Required work:
Please retype all the records below exactly as they read.

Records to process:
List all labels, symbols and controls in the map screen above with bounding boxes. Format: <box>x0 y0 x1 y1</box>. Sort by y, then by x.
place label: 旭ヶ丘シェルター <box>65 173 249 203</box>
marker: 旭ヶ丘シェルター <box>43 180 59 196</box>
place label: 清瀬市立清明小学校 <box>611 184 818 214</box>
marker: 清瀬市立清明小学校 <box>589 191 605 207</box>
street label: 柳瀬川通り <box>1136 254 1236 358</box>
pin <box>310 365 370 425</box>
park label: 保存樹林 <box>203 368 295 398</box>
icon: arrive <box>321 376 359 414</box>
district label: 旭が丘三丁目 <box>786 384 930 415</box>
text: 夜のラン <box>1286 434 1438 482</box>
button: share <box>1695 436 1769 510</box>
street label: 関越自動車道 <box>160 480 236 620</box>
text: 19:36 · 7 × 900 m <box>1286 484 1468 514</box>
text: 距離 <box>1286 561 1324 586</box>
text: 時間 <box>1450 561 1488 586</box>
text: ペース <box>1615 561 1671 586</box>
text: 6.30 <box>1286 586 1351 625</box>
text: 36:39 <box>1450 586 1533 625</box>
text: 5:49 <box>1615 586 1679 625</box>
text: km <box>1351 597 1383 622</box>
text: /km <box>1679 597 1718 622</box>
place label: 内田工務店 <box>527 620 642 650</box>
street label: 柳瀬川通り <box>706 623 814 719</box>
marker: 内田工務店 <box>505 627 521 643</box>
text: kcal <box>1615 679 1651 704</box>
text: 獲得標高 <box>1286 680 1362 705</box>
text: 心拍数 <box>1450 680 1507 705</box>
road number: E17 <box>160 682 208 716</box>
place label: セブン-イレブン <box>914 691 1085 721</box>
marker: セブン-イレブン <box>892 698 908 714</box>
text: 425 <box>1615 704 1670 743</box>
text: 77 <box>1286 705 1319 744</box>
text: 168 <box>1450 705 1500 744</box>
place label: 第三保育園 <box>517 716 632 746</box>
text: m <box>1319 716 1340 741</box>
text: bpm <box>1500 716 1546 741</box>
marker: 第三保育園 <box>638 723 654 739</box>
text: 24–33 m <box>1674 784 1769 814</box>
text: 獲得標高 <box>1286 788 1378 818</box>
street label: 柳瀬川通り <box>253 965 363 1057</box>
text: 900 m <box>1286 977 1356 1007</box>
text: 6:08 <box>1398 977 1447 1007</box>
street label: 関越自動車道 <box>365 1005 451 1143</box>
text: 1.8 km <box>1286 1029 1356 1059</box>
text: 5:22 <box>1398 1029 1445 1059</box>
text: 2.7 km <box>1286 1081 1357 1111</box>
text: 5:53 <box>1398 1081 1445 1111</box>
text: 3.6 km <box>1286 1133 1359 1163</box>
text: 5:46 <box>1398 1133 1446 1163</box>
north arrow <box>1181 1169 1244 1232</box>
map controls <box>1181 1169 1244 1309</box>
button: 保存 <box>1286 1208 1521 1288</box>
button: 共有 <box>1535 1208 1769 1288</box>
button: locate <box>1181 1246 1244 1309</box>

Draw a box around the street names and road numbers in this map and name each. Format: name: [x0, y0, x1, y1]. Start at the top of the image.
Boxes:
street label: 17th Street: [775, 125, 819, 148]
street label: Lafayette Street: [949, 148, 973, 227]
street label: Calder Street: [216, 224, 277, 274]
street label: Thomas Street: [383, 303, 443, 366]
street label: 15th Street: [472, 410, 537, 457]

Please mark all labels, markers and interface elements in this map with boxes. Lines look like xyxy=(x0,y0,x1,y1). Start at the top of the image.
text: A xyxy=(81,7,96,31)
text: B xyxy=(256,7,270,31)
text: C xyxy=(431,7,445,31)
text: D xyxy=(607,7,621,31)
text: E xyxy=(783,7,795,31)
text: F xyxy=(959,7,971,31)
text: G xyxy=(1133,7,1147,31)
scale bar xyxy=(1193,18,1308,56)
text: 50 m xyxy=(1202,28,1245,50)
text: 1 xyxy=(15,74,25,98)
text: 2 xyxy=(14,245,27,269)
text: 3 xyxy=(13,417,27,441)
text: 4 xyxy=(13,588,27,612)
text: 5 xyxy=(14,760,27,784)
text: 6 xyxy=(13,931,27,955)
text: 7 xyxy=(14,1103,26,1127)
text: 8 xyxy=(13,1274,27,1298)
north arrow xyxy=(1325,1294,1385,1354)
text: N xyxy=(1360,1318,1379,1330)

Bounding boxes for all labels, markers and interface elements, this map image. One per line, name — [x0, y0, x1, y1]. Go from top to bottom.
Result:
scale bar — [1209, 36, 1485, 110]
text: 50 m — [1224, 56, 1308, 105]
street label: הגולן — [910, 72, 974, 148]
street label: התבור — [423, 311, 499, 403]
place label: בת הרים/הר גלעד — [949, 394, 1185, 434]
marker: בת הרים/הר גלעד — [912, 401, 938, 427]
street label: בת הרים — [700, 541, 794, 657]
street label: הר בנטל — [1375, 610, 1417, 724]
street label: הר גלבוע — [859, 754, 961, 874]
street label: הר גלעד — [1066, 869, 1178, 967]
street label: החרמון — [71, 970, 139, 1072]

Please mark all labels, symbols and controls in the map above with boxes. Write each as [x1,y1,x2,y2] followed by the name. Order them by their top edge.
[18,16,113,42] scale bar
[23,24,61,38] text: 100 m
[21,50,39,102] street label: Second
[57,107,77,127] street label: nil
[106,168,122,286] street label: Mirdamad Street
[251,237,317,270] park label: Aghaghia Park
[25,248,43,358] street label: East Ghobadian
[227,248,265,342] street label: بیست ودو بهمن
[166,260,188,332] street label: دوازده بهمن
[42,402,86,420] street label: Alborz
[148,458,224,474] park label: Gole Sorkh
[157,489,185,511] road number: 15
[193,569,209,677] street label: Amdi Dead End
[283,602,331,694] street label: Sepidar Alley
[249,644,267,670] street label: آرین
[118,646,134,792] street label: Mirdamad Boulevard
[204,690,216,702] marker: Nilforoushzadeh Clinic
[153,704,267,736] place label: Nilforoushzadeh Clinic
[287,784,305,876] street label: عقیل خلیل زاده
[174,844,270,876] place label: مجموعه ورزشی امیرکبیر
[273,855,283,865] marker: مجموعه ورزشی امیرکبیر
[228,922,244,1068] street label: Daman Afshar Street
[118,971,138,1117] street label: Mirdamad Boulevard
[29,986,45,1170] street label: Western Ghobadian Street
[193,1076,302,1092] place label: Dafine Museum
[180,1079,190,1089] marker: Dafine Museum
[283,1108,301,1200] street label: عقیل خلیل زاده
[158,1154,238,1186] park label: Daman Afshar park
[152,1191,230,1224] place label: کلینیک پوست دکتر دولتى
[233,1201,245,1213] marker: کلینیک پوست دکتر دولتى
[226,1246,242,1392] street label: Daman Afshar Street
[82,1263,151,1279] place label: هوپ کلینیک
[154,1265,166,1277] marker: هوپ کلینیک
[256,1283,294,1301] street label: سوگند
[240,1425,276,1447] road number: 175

Task solution:
List all labels, symbols and controls in the map screen above with bounding boxes. Format: <box>x0 y0 x1 y1</box>. Sort by y, then by x.
place label: 旭ヶ丘シェルター <box>65 173 249 203</box>
marker: 旭ヶ丘シェルター <box>43 180 59 196</box>
place label: 清瀬市立清明小学校 <box>611 184 818 214</box>
marker: 清瀬市立清明小学校 <box>589 191 605 207</box>
street label: 柳瀬川通り <box>1136 254 1236 358</box>
pin <box>310 365 370 425</box>
park label: 保存樹林 <box>203 368 295 398</box>
icon: arrive <box>321 376 359 414</box>
district label: 旭が丘三丁目 <box>786 384 930 415</box>
text: 夜のラン <box>1286 434 1438 482</box>
button: share <box>1695 436 1769 510</box>
street label: 関越自動車道 <box>160 480 236 620</box>
text: 19:36 · 7 × 900 m <box>1286 484 1468 514</box>
text: 距離 <box>1286 561 1324 586</box>
text: 時間 <box>1450 561 1488 586</box>
text: ペース <box>1615 561 1671 586</box>
text: 6.30 <box>1286 586 1351 625</box>
text: 36:39 <box>1450 586 1533 625</box>
text: 5:49 <box>1615 586 1679 625</box>
text: km <box>1351 597 1383 622</box>
text: /km <box>1679 597 1718 622</box>
place label: 内田工務店 <box>527 620 642 650</box>
street label: 柳瀬川通り <box>706 623 814 719</box>
marker: 内田工務店 <box>505 627 521 643</box>
text: kcal <box>1615 679 1651 704</box>
text: 獲得標高 <box>1286 680 1362 705</box>
text: 心拍数 <box>1450 680 1507 705</box>
road number: E17 <box>160 682 208 716</box>
place label: セブン-イレブン <box>914 691 1085 721</box>
marker: セブン-イレブン <box>892 698 908 714</box>
text: 425 <box>1615 704 1670 743</box>
text: 77 <box>1286 705 1319 744</box>
text: 168 <box>1450 705 1500 744</box>
place label: 第三保育園 <box>517 716 632 746</box>
text: m <box>1319 716 1340 741</box>
text: bpm <box>1500 716 1546 741</box>
marker: 第三保育園 <box>638 723 654 739</box>
text: 24–33 m <box>1674 784 1769 814</box>
text: 獲得標高 <box>1286 788 1378 818</box>
street label: 柳瀬川通り <box>253 965 363 1057</box>
text: 900 m <box>1286 977 1356 1007</box>
text: 6:08 <box>1398 977 1447 1007</box>
street label: 関越自動車道 <box>365 1005 451 1143</box>
text: 1.8 km <box>1286 1029 1356 1059</box>
text: 5:22 <box>1398 1029 1445 1059</box>
text: 2.7 km <box>1286 1081 1357 1111</box>
text: 5:53 <box>1398 1081 1445 1111</box>
text: 3.6 km <box>1286 1133 1359 1163</box>
text: 5:46 <box>1398 1133 1446 1163</box>
north arrow <box>1181 1169 1244 1232</box>
map controls <box>1181 1169 1244 1309</box>
button: 保存 <box>1286 1208 1521 1288</box>
button: 共有 <box>1535 1208 1769 1288</box>
button: locate <box>1181 1246 1244 1309</box>

Draw a box around the street names and road numbers in this map and name each. Format: name: [x0, y0, x1, y1]. Start at the top of the image.
Boxes:
street label: 17th Street: [775, 125, 819, 148]
street label: Lafayette Street: [949, 148, 973, 227]
street label: Calder Street: [216, 224, 277, 274]
street label: Thomas Street: [383, 303, 443, 366]
street label: 15th Street: [472, 410, 537, 457]

Please mark all labels, markers and interface elements in this map with boxes. Lines look like xyxy=(x0,y0,x1,y1). Start at the top of the image.
text: A xyxy=(81,7,96,31)
text: B xyxy=(256,7,270,31)
text: C xyxy=(431,7,445,31)
text: D xyxy=(607,7,621,31)
text: E xyxy=(783,7,795,31)
text: F xyxy=(959,7,971,31)
text: G xyxy=(1133,7,1147,31)
scale bar xyxy=(1193,18,1308,56)
text: 50 m xyxy=(1202,28,1245,50)
text: 1 xyxy=(15,74,25,98)
text: 2 xyxy=(14,245,27,269)
text: 3 xyxy=(13,417,27,441)
text: 4 xyxy=(13,588,27,612)
text: 5 xyxy=(14,760,27,784)
text: 6 xyxy=(13,931,27,955)
text: 7 xyxy=(14,1103,26,1127)
text: 8 xyxy=(13,1274,27,1298)
north arrow xyxy=(1325,1294,1385,1354)
text: N xyxy=(1360,1318,1379,1330)

Bounding boxes for all labels, markers and interface elements, this map image. One per line, name — [x0, y0, x1, y1]. Go from top to bottom.
Result:
scale bar — [1209, 36, 1485, 110]
text: 50 m — [1224, 56, 1308, 105]
street label: הגולן — [910, 72, 974, 148]
street label: התבור — [423, 311, 499, 403]
place label: בת הרים/הר גלעד — [949, 394, 1185, 434]
marker: בת הרים/הר גלעד — [912, 401, 938, 427]
street label: בת הרים — [700, 541, 794, 657]
street label: הר בנטל — [1375, 610, 1417, 724]
street label: הר גלבוע — [859, 754, 961, 874]
street label: הר גלעד — [1066, 869, 1178, 967]
street label: החרמון — [71, 970, 139, 1072]

Please mark all labels, symbols and controls in the map above with boxes. Write each as [x1,y1,x2,y2] followed by the name. Order them by their top edge.
[18,16,113,42] scale bar
[23,24,61,38] text: 100 m
[21,50,39,102] street label: Second
[57,107,77,127] street label: nil
[106,168,122,286] street label: Mirdamad Street
[251,237,317,270] park label: Aghaghia Park
[25,248,43,358] street label: East Ghobadian
[227,248,265,342] street label: بیست ودو بهمن
[166,260,188,332] street label: دوازده بهمن
[42,402,86,420] street label: Alborz
[148,458,224,474] park label: Gole Sorkh
[157,489,185,511] road number: 15
[193,569,209,677] street label: Amdi Dead End
[283,602,331,694] street label: Sepidar Alley
[249,644,267,670] street label: آرین
[118,646,134,792] street label: Mirdamad Boulevard
[204,690,216,702] marker: Nilforoushzadeh Clinic
[153,704,267,736] place label: Nilforoushzadeh Clinic
[287,784,305,876] street label: عقیل خلیل زاده
[174,844,270,876] place label: مجموعه ورزشی امیرکبیر
[273,855,283,865] marker: مجموعه ورزشی امیرکبیر
[228,922,244,1068] street label: Daman Afshar Street
[118,971,138,1117] street label: Mirdamad Boulevard
[29,986,45,1170] street label: Western Ghobadian Street
[193,1076,302,1092] place label: Dafine Museum
[180,1079,190,1089] marker: Dafine Museum
[283,1108,301,1200] street label: عقیل خلیل زاده
[158,1154,238,1186] park label: Daman Afshar park
[152,1191,230,1224] place label: کلینیک پوست دکتر دولتى
[233,1201,245,1213] marker: کلینیک پوست دکتر دولتى
[226,1246,242,1392] street label: Daman Afshar Street
[82,1263,151,1279] place label: هوپ کلینیک
[154,1265,166,1277] marker: هوپ کلینیک
[256,1283,294,1301] street label: سوگند
[240,1425,276,1447] road number: 175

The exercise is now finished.